SÃO PAULO - O Governo de Goiás limitou em 70% a exportação da produção de soja e milho do estado. A medida visa beneficiar a agroindústria local, que vem sofrendo com a escassez dos grãos e com o alto custo de produção. Publicada no Diário Oficial da última terça-feira (7), a decisão revoga os efeitos do decreto nº 8.548/16 suspenso no início do ano e, portanto, volta a cobrar o Imposto sobre Circulação de Mercadorias e Serviços (ICMS) das exportações excedentes.

Por meio de carta aberta, a Associação dos Produtores de Soja e Milho de Goiás (Aprosoja-GO) condenou a retomada do decreto e diz que a restrição das exportações cria uma reserva de mercado e achata os preços dos produtos agrícolas, que estão escassos por conta da seca. O documento, reitera, ainda, que a decisão vai causar conflitos entre a classe produtora e a indústria local.

Segundo o presidente da Aprosoja-GO, Bartolomeu Braz Pereira, o setor produtivo não foi consultado antes da decisão final.

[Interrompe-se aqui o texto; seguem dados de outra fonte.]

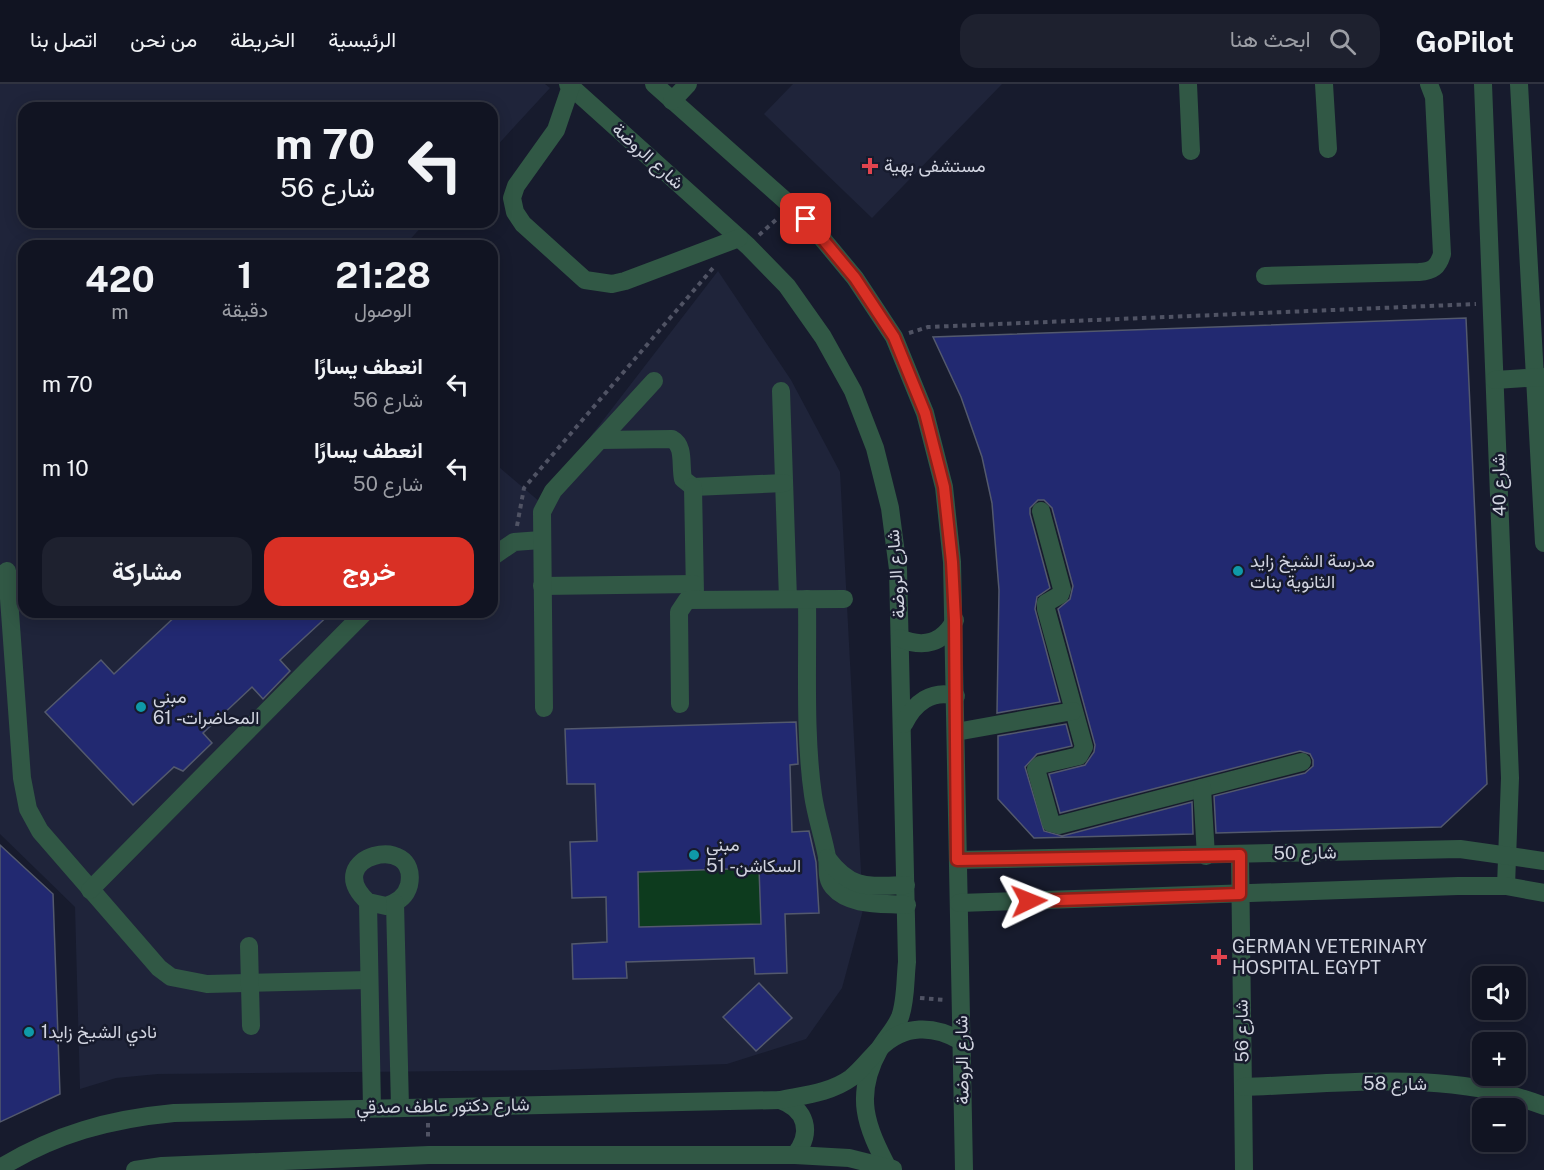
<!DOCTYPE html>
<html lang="ar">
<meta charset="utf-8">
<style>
body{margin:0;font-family:"Public Sans",Vazirmatn,sans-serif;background:#1e212f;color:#f1f3f6;direction:rtl;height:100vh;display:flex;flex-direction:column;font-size:22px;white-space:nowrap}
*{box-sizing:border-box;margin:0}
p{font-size:20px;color:#9c9ea5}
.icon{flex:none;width:33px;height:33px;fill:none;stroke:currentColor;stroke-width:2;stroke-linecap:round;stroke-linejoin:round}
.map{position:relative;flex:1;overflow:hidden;direction:ltr}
.drawer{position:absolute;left:18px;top:156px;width:480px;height:378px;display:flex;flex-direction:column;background:#111422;border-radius:18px;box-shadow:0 3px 15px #0003,0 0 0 2px #303340;direction:rtl}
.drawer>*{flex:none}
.banner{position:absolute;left:18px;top:18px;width:480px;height:126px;border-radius:18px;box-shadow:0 3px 15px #0003,0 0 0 2px #303340;direction:rtl;background:#111422;color:#f1f3f6;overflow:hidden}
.controls{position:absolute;left:1472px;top:882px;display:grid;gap:12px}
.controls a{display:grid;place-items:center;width:54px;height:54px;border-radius:12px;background:#111422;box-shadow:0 3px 15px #0003,0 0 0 2px #303340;font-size:30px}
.pin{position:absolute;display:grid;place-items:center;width:51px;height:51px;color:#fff;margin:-26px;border-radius:12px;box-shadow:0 3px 9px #0006}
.me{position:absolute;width:66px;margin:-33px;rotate:88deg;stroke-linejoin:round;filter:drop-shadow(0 0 4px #0008)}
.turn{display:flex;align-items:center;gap:21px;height:126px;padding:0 24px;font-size:27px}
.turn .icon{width:78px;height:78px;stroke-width:2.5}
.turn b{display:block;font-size:42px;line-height:51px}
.eta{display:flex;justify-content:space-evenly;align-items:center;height:102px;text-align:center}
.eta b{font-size:36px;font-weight:700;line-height:42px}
.cta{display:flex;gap:12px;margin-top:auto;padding:12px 24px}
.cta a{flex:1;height:69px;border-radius:18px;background:#d93025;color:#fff;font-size:24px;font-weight:700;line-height:69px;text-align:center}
.cta a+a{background:#1e212f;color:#f1f3f6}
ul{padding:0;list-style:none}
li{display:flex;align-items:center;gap:18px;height:84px;padding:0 24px}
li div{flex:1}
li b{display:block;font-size:22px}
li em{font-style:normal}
header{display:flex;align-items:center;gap:36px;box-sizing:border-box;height:84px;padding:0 30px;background:#111422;border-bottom:2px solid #303340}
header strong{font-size:28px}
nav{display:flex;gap:33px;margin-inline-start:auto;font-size:21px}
.search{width:420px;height:54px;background:#1e212f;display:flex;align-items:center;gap:15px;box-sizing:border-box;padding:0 21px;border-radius:18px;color:#9c9ea5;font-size:22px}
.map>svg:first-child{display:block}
.built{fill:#1f243a}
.green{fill:#0d3b1e}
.building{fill:#222971;stroke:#53596d;stroke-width:1.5;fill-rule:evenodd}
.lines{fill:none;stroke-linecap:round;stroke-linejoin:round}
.path{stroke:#505364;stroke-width:4;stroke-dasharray:4.5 4.5;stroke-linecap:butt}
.minor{stroke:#315845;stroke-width:18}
.route-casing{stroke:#8d1f18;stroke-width:15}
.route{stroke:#d93025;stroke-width:10}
.health-dot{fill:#e0444e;stroke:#171b2d;stroke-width:2}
.culture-dot{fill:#0f9aa8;stroke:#171b2d;stroke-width:2}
.labels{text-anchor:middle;stroke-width:5;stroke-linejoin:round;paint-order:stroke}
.street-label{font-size:18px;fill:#d1d4e0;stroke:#171b2d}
.poi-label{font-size:18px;fill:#d1d4e0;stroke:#171b2d;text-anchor:start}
</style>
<header>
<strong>GoPilot</strong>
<div class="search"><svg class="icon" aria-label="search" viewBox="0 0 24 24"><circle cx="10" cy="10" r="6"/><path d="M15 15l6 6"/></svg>ابحث هنا</div>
<nav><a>الرئيسية</a><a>الخريطة</a><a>من نحن</a><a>اتصل بنا</a></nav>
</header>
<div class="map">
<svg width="1544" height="1086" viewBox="0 0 1544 1086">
<rect width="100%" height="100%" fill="#171b2d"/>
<g class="built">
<polygon points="0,0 545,0 550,4 492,67 492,24 24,24 24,138 426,138 404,162 24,162 24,528 492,528 492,377 540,418 718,187 791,296 840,388 863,826 842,904 806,955 727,980 551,986 158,990 116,994 80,1005 75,823 0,750"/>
<polygon points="793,0 1002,0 872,134 764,30"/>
</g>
<polygon class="green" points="759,784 761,840 639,843 638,788"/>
<g class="building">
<polygon points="1466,234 1487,700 1441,743 1216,749 1214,712 1305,689 1313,682 1313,676 1310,670 1300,667 1060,729 1049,690 1085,681 1094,668 1095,661 1058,525 1070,515 1073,502 1052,424 1044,416 1038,416 1030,424 1030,430 1050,504 1037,513 1035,525 1060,618 997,629 999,506 992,419 982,373 961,313 933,253"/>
<polygon points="180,528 332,528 280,576 290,587 263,615 252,603 203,649 212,659 183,687 174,683 133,721 45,628 101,576 114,590"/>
<path d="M 796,638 L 798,680 L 790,681 L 792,748 L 809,747 L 816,778 L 819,829 L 785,830 L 787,889 L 755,890 L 754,874 L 626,878 L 627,894 L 573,895 L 572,860 L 607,858 L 606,813 L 572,814 L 570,758 L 597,757 L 595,700 L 567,700 L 565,645 ZM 759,784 L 761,840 L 639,843 L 638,788 Z"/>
<polygon points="1066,640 1072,662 1037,670 1025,683 1044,747 1062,752 1192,718 1193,750 1034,754 998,715 998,652"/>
<polygon points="0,761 53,810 60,1010 0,1038"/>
<polygon points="759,899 792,934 756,967 723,933"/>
</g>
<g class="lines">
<g class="path">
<polyline points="759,151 778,134"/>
<polyline points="909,249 928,243 1476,220"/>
<polyline points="517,442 524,404 713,184"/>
<polyline points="920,914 945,916"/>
<polyline points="428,1039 428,1056"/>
</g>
<g class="minor">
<path d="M 568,0 L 748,162 L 787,202 L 823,253 L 853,307 L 875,364 L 890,424 L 898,485 L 907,878 C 905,896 906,917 900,933 C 895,945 886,954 880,964 C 853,1012 866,1042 889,1086"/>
<polyline points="654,0 806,135 855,194 894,253 925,329 944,403 952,478 964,1086"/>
<polyline points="1188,0 1191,67"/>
<polyline points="1324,0 1328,65"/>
<polyline points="1483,0 1510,694 1506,802"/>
<polyline points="1519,0 1544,459"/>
<polyline points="571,2 556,46 516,102 512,114 515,128 523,140 585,196 612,200 625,197 739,154"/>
<polyline points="672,17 688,0"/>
<path d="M 1265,192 L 1419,188 C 1433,187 1438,183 1442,170 L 1434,13 L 1429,0"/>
<polyline points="1495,296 1544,293"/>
<polyline points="781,307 788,515"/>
<path d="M 600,356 L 672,355 C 685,362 680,381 683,395 L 693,403 L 784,399"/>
<polyline points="693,403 695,510"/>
<polyline points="1041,427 1062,505 1060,511 1046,519 1046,525 1084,663 1079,672 1040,681 1036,685 1051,739 1059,741 1302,678"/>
<polyline points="492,473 514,458 541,456"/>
<polyline points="7,487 22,694 28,725 40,747 159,884 171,893 207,900 369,896"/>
<polyline points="542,502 694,500"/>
<path d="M 807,515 C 808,577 804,649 813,711 C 816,732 823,752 827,773 C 829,784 825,793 833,803 C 850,823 884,819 907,821"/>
<path d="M 900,554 C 924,565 943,559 955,536"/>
<polyline points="680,620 679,528 687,516 844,515"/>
<polyline points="544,624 542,428 553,407 654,297"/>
<path d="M 904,640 C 914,619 932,605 956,612"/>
<polyline points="956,648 1073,627"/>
<polyline points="1202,704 1206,772"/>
<polyline points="1240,771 1244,1086"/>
<path d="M 827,774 C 852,807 868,802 906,801"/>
<polyline points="958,776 1460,765 1544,777"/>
<polyline points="90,806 365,528"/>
<path d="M 368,818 L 386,822 C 396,819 406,813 409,801 C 420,747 318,772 368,818 L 372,1024"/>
<polyline points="395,819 400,1023"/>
<polyline points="959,819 1458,802 1506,802 1544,809"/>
<polyline points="249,862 251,942"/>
<path d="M 1243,1003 C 1342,1000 1450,985 1544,1022"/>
<path d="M 780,1016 C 806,1025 813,1048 795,1071"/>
<path d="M 0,1084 C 55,1050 110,1035 174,1029 L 780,1016 C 804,1011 830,1009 851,994 C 862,985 870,974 880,964 C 904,940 934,941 961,957"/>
<polyline points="135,1086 162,1082 429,1071 795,1071 849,1074 893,1085"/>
</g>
</g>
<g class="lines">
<g class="route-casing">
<polyline id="route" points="806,135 855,194 894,253 925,329 944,403 952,478 955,536 957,776 1240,771 1240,810 1029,817"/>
</g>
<use href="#route" class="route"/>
</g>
<g class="health-dot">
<path d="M867 73h6v6h6v6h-6v6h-6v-6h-6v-6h6z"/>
<path d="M1216 864h6v6h6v6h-6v6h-6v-6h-6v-6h6z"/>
</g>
<g class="culture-dot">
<circle cx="1238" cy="487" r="6"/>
<circle cx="141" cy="623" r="6"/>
<circle cx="694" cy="771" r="6"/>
<circle cx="29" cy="948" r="6"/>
</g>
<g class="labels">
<g class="street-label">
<text transform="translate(648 72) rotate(42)" y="6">شارع الروضة</text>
<text transform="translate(1499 401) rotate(-92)" y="6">شارع 40</text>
<text transform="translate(896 490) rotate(-94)" y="6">شارع الروضة</text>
<text transform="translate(1305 769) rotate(-1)" y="6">شارع 50</text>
<text transform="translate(1242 947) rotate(-91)" y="6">شارع 56</text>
<text transform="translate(962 976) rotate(-91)" y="6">شارع الروضة</text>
<text x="1395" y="1006">شارع 58</text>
<text transform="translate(443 1022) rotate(-1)" y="6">شارع دكتور عاطف صدقي</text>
</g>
<g class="poi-label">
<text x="884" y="88">مستشفى بهية</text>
<text x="1250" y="483">مدرسة الشيخ زايد<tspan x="1250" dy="21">الثانوية بنات</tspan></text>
<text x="153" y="619">مبنى<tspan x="153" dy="21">المحاضرات - 61</tspan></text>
<text x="706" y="767">مبنى<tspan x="706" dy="21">السكاشن - 51</tspan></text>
<text x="1232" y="869">GERMAN VETERINARY<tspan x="1232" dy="21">HOSPITAL EGYPT</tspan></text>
<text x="41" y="954">نادي الشيخ زايد1</text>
</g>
</g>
</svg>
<div class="controls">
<a><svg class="icon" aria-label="sound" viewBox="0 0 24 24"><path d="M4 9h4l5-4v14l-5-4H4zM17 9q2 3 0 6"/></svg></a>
<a>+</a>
<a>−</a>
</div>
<div class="pin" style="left:806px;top:135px;background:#d93025"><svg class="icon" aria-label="arrive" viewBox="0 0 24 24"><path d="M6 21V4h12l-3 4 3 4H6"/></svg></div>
<svg class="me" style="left:1029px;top:817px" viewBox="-20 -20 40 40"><path d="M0-17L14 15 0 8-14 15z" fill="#d93025" stroke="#fff" stroke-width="4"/></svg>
<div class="banner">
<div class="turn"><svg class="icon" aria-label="left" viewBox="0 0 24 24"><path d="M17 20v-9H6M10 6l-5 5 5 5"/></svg><div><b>70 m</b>شارع 56</div></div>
</div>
<section class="drawer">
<div class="eta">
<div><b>21:28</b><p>الوصول</p></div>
<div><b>1</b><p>دقيقة</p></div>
<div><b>420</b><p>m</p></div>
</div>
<ul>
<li><svg class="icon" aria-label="left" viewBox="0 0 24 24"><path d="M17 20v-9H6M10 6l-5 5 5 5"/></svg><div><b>انعطف يسارًا</b><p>شارع 56</p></div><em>70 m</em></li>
<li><svg class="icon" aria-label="left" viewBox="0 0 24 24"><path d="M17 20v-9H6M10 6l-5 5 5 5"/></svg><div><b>انعطف يسارًا</b><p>شارع 50</p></div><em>10 m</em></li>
</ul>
<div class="cta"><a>خروج</a><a>مشاركة</a></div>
</section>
</div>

Por isso, a entidade pretende mobilizar as lideranças políticas do setor para ainda tentar revogar o decreto do governador de Goiás, Marconi Perillo.

A Secretaria da Fazenda de Goiás esclarece que não se trata de taxar as exportações de soja e milho do estado, apenas limitar as remessas externas dos dois grãos, através de cotas. Assim, cerca de 30% da produção se manterá no estado atendendo às agroindústrias locais. O ICMS, que já é cobrado sobre o grão que circula no mercado doméstico, só vai incidir sobre as exportações que excederem a cota estabelecida.